Our approach is to use rigid linkers to fix the position of chromophoric groups (also called sensitizers or dyes) relative to the nanoparticle’s surface. The nanoparticles of interest are crystalline metal oxide materials, usually anatase TiO2, with controlled diameters (~ 2 to 20 nm) that are prepared by sol-gel processing techniques and cast into thin films on conductive glass or other substrates following known procedures. We also study colloidal diluted solutions. The rigid linkers carrying the chromophore are anchored to the metal oxide films through carboxylic (COOH) or phosphonic acid (P(=O)(OH)2) groups.
A few examples of the many types of anchor-linker-chromophore systems that we studied are shown in figure below.
Main current projects:
· The development of linker-dye models varying in length and structure for fundamental electron transfer studies, for instance distance dependence (with Prof. Piotr Piotrowiak)
· The study of the electronic communication between molecular components (molecular, supramolecular) and the substrate (semiconductor)
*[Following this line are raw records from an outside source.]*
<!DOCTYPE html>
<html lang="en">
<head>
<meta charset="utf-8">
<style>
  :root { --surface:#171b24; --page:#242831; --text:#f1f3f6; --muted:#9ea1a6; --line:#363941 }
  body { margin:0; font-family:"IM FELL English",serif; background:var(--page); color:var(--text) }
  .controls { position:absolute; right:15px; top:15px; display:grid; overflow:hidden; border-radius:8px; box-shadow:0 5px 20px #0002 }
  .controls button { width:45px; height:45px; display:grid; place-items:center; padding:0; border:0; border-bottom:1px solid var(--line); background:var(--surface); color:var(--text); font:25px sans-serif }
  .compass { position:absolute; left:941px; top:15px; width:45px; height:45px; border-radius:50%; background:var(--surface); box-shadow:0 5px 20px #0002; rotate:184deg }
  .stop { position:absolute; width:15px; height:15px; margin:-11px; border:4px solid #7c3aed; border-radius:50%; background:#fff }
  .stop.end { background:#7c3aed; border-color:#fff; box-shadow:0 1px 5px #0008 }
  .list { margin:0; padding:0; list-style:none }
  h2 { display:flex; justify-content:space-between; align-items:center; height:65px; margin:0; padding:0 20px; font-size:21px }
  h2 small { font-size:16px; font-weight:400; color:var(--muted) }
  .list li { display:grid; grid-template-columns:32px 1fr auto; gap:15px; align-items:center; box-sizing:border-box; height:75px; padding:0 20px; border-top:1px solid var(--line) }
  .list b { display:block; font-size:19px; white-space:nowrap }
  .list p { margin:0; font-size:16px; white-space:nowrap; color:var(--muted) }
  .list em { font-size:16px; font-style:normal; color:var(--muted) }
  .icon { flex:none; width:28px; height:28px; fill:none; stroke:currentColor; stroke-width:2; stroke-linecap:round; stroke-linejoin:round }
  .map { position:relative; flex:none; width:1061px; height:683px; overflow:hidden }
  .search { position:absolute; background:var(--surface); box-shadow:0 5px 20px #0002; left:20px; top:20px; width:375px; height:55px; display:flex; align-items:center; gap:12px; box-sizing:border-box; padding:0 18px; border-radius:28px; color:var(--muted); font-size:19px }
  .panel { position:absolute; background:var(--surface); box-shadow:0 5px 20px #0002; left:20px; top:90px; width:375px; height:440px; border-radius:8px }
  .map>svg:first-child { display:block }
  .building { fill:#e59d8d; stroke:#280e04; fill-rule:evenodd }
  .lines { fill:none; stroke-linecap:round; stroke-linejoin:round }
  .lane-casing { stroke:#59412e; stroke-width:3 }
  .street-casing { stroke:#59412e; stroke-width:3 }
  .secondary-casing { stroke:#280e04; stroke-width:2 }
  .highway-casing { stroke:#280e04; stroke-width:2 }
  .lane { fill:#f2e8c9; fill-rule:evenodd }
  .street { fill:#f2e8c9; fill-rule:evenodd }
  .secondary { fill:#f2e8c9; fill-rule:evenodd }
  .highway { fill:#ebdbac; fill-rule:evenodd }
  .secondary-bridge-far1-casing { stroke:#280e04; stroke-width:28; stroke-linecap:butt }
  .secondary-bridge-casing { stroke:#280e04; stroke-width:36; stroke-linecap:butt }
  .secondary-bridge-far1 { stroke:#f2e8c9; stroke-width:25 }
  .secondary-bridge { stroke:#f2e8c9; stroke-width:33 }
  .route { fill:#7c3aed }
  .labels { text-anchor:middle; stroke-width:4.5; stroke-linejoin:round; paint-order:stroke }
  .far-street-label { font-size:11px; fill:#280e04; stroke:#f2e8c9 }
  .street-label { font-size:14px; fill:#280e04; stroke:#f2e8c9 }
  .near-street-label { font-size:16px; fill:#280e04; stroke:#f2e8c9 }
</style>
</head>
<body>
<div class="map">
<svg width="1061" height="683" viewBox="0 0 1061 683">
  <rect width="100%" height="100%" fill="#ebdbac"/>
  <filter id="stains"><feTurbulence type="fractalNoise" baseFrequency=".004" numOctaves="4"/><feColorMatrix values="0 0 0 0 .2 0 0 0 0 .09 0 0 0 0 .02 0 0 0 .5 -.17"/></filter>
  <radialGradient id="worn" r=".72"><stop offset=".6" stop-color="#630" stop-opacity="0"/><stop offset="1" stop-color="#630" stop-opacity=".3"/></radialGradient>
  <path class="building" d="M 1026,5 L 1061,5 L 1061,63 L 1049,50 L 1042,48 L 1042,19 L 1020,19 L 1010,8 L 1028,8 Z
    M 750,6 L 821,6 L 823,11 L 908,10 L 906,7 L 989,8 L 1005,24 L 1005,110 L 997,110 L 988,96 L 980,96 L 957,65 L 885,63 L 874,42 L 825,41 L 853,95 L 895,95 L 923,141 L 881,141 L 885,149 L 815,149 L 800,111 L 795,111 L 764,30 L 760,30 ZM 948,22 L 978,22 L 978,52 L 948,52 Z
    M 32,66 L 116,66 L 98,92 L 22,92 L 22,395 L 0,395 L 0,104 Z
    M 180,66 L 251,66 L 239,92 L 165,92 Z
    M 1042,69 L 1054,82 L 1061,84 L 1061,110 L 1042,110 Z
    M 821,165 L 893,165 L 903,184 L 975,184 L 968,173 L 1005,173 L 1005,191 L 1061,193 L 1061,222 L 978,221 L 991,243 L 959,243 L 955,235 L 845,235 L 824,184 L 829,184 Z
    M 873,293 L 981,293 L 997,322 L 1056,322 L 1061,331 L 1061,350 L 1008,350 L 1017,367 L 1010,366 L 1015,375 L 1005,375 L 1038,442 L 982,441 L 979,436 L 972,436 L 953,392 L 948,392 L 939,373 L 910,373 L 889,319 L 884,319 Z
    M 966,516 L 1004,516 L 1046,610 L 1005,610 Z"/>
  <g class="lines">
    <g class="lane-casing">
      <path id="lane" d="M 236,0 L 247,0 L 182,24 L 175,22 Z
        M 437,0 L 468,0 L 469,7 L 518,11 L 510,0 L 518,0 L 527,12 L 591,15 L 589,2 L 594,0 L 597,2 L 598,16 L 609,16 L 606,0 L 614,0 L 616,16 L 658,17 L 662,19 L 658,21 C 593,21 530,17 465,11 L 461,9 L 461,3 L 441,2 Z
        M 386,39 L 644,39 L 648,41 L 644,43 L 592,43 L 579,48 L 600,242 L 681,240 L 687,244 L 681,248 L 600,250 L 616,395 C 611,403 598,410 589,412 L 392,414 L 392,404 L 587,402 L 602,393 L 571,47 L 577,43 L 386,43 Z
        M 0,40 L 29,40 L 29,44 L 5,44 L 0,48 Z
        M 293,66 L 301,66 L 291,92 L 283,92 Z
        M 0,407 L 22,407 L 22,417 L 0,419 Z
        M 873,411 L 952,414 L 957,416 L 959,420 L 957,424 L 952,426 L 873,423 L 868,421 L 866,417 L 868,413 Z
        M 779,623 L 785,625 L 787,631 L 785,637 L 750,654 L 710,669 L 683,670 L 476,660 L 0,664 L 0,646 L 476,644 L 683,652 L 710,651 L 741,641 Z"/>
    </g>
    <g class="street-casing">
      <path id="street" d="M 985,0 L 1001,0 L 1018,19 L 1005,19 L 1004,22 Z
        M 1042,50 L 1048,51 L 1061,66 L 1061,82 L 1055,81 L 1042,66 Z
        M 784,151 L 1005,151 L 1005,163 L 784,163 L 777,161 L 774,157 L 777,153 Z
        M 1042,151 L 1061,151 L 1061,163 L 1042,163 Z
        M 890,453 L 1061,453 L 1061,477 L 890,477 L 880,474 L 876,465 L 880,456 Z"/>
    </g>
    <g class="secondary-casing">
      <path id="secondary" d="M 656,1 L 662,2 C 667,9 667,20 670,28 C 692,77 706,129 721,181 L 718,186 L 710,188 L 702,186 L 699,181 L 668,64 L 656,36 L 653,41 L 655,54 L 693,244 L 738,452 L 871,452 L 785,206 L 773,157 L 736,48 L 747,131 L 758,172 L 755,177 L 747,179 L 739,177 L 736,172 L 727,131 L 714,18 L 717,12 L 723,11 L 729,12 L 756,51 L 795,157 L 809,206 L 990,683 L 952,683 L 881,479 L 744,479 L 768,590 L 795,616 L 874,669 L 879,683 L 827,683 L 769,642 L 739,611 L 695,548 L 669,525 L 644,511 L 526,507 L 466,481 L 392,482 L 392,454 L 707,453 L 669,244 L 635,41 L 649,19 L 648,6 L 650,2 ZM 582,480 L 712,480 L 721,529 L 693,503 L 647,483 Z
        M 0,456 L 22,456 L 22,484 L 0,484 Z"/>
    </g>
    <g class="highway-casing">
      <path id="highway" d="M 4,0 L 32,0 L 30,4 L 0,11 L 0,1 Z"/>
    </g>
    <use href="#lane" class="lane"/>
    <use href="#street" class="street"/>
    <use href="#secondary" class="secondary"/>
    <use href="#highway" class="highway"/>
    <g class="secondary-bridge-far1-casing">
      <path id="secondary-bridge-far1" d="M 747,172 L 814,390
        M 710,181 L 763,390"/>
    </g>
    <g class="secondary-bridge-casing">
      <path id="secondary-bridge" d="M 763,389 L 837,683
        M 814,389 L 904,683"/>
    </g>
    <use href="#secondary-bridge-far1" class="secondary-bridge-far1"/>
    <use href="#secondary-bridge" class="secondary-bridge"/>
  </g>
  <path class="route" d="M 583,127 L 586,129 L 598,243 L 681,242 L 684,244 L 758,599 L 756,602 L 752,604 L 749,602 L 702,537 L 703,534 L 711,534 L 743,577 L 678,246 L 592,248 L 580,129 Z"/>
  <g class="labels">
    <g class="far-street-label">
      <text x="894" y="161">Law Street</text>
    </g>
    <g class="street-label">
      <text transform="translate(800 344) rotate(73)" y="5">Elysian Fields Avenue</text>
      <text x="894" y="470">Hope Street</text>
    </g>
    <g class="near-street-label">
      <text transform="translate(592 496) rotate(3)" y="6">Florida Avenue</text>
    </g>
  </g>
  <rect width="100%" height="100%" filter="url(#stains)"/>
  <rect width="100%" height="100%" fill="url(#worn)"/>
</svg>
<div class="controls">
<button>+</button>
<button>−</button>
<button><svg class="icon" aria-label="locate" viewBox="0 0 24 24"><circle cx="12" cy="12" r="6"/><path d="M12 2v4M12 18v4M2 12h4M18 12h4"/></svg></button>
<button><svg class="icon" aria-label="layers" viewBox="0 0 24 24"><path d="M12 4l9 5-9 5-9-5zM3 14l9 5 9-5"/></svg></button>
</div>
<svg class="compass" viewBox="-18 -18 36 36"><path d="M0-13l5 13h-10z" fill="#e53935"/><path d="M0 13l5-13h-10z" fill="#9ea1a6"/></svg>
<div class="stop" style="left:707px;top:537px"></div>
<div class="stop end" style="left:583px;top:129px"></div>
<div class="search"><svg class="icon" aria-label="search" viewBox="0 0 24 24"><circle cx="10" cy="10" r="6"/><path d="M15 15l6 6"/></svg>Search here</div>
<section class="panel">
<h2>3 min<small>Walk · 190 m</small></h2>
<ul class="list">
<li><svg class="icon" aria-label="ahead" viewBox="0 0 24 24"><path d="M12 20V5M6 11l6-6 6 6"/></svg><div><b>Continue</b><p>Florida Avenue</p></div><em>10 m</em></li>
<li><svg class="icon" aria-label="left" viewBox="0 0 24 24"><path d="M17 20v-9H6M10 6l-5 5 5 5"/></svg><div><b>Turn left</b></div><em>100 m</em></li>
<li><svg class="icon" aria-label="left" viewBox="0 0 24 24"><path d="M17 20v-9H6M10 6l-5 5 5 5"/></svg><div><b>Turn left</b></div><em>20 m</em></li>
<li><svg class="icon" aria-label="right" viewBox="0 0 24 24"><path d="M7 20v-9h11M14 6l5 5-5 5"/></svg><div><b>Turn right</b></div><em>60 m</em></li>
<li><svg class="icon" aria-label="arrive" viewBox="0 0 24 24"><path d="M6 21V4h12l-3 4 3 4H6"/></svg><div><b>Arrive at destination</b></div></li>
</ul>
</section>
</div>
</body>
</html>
· To tune and improve the dye properties (absorption range, extinction coefficient etc..) by means of the linker
· The prevention of the aggregation of dye molecules on the semiconductor surface by the linker design 
· The study of the chemical bond (IR, Raman, theoretical calculations) between the anchoring group and the MO surface to improve and control the functionalization of MO surfaces.
· The development of multichromophoric linkers for improved efficiencies
· The functionalization of Prof. Yicheng Lu’s ZnO nanotips